#### TASK DIRECTIONS
Produce as output only the lines below starting at the line with "ctx.save(); ctx.translate(x, y);" and continuing through the line with "M663,148L688,184L631,224L605,187Z", each one exactly as written.

#### INFORMATION GIVEN
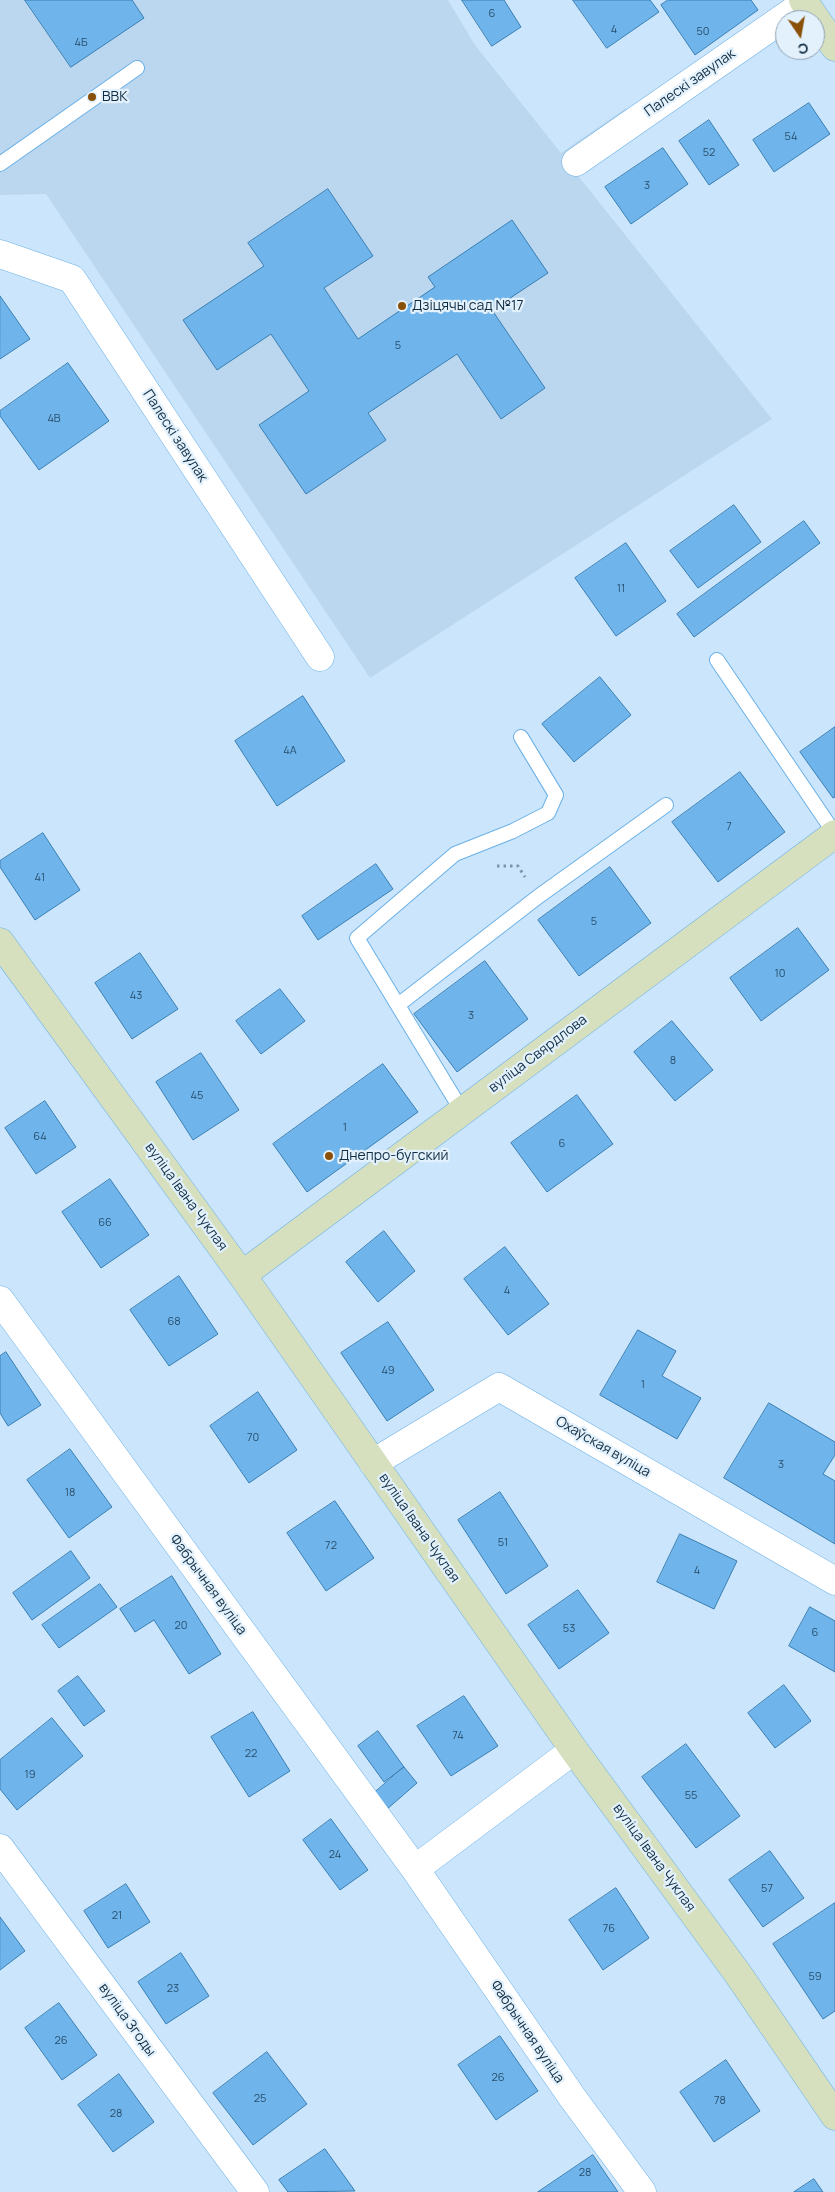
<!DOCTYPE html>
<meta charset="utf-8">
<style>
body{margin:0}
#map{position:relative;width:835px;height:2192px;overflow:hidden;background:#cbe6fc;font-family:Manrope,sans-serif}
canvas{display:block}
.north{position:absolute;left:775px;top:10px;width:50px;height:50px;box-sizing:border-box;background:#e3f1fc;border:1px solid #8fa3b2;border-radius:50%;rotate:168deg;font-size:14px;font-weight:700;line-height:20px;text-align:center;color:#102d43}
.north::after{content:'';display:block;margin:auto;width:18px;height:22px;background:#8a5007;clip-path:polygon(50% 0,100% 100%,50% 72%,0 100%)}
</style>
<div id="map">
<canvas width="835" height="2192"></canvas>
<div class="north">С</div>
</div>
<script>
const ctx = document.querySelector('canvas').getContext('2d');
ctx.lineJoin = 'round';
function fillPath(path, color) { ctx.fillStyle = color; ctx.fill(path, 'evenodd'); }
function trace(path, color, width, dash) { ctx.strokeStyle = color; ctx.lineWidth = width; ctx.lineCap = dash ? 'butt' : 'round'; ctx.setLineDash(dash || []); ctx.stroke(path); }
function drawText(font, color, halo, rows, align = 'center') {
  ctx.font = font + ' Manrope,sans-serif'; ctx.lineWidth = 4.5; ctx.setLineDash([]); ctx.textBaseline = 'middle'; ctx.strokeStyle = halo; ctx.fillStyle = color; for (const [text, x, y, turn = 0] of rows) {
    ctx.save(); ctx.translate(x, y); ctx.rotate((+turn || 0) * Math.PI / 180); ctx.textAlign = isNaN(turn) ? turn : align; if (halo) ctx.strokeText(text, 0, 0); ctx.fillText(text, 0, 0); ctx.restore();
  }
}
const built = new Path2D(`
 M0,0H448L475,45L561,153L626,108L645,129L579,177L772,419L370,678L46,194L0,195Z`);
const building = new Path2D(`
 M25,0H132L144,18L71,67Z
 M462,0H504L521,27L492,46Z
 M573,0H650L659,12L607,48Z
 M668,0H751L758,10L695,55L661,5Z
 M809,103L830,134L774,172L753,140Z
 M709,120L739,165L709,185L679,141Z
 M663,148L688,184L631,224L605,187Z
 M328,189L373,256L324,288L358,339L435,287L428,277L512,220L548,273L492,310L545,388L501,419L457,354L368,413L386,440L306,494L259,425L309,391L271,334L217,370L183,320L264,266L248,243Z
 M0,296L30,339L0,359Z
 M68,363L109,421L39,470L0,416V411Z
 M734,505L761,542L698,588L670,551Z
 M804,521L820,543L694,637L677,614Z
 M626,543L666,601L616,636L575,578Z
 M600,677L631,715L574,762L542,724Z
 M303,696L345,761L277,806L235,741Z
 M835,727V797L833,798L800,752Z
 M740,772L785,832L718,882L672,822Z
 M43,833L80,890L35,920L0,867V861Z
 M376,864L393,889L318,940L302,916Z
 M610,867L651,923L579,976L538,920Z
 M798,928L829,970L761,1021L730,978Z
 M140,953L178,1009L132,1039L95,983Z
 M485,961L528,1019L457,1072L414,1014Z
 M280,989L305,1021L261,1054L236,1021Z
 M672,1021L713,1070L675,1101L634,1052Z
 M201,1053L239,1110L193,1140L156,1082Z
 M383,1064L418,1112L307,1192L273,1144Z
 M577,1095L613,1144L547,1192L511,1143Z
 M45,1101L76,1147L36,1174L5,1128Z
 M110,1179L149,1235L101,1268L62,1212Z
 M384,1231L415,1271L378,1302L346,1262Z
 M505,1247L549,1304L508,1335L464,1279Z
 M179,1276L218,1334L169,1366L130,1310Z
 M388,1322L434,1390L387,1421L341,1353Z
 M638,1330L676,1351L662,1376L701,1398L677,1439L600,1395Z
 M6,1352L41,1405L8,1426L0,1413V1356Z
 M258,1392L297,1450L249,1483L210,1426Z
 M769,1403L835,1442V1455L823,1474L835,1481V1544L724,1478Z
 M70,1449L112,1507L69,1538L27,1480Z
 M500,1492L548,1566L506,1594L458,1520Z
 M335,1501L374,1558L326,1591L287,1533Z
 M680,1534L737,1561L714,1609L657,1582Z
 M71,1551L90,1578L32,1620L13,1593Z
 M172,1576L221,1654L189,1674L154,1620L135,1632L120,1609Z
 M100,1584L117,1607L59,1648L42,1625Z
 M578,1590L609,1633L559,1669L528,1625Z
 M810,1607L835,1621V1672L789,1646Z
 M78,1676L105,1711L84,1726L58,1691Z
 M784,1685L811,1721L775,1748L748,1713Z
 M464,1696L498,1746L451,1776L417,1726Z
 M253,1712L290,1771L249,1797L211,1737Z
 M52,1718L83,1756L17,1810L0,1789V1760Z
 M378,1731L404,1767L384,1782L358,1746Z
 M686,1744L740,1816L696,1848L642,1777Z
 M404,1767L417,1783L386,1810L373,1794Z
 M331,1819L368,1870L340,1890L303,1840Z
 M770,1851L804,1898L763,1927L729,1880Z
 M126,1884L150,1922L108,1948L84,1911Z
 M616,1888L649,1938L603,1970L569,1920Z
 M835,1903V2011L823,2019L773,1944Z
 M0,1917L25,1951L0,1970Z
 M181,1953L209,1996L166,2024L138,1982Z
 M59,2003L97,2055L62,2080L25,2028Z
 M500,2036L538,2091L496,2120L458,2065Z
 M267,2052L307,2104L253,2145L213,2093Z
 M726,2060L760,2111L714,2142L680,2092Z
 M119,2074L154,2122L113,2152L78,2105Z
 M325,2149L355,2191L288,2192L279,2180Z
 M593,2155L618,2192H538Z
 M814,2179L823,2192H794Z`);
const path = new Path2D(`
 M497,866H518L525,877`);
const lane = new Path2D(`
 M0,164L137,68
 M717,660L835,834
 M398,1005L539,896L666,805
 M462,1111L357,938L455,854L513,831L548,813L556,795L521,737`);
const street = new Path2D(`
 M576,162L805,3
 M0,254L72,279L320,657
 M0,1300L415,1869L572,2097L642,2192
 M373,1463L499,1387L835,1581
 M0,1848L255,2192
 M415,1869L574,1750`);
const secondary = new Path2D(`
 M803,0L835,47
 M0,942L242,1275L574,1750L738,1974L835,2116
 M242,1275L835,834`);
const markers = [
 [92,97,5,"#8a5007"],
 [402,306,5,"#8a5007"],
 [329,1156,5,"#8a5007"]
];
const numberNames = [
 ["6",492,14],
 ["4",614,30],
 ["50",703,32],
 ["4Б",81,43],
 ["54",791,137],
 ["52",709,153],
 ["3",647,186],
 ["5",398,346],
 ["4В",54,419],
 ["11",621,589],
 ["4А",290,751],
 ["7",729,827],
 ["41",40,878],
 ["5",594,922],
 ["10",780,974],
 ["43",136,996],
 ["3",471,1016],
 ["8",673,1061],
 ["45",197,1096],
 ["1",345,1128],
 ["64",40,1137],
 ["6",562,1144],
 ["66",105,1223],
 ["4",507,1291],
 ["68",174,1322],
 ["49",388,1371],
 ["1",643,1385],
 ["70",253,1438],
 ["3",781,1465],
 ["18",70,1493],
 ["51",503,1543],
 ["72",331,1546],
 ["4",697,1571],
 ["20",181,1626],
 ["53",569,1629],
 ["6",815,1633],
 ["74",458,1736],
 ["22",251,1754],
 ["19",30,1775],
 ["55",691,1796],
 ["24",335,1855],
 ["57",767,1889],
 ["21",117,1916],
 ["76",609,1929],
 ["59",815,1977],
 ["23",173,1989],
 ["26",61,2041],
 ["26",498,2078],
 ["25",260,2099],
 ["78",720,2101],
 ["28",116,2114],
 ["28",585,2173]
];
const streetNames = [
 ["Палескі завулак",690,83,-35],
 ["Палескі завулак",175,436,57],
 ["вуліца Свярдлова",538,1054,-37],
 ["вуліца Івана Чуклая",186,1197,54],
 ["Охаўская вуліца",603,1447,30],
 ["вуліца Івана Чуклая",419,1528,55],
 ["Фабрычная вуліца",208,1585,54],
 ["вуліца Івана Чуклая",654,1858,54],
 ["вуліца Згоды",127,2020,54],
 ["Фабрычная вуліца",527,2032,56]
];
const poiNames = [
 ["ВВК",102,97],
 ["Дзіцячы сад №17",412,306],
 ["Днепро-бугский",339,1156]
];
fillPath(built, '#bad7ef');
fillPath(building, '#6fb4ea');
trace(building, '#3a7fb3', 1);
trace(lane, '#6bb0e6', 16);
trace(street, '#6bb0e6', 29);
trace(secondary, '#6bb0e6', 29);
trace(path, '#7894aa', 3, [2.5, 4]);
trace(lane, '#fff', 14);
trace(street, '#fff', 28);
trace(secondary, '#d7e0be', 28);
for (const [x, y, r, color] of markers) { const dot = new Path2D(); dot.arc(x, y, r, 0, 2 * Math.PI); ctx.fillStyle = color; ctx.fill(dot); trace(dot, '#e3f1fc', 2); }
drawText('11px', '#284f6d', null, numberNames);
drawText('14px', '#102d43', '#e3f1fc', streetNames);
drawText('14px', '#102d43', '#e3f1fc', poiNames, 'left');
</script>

#### THE COMPLETED TASK
    ctx.save(); ctx.translate(x, y); ctx.rotate((+turn || 0) * Math.PI / 180); ctx.textAlign = isNaN(turn) ? turn : align; if (halo) ctx.strokeText(text, 0, 0); ctx.fillText(text, 0, 0); ctx.restore();
  }
}
const built = new Path2D(`
 M0,0H448L475,45L561,153L626,108L645,129L579,177L772,419L370,678L46,194L0,195Z`);
const building = new Path2D(`
 M25,0H132L144,18L71,67Z
 M462,0H504L521,27L492,46Z
 M573,0H650L659,12L607,48Z
 M668,0H751L758,10L695,55L661,5Z
 M809,103L830,134L774,172L753,140Z
 M709,120L739,165L709,185L679,141Z
 M663,148L688,184L631,224L605,187Z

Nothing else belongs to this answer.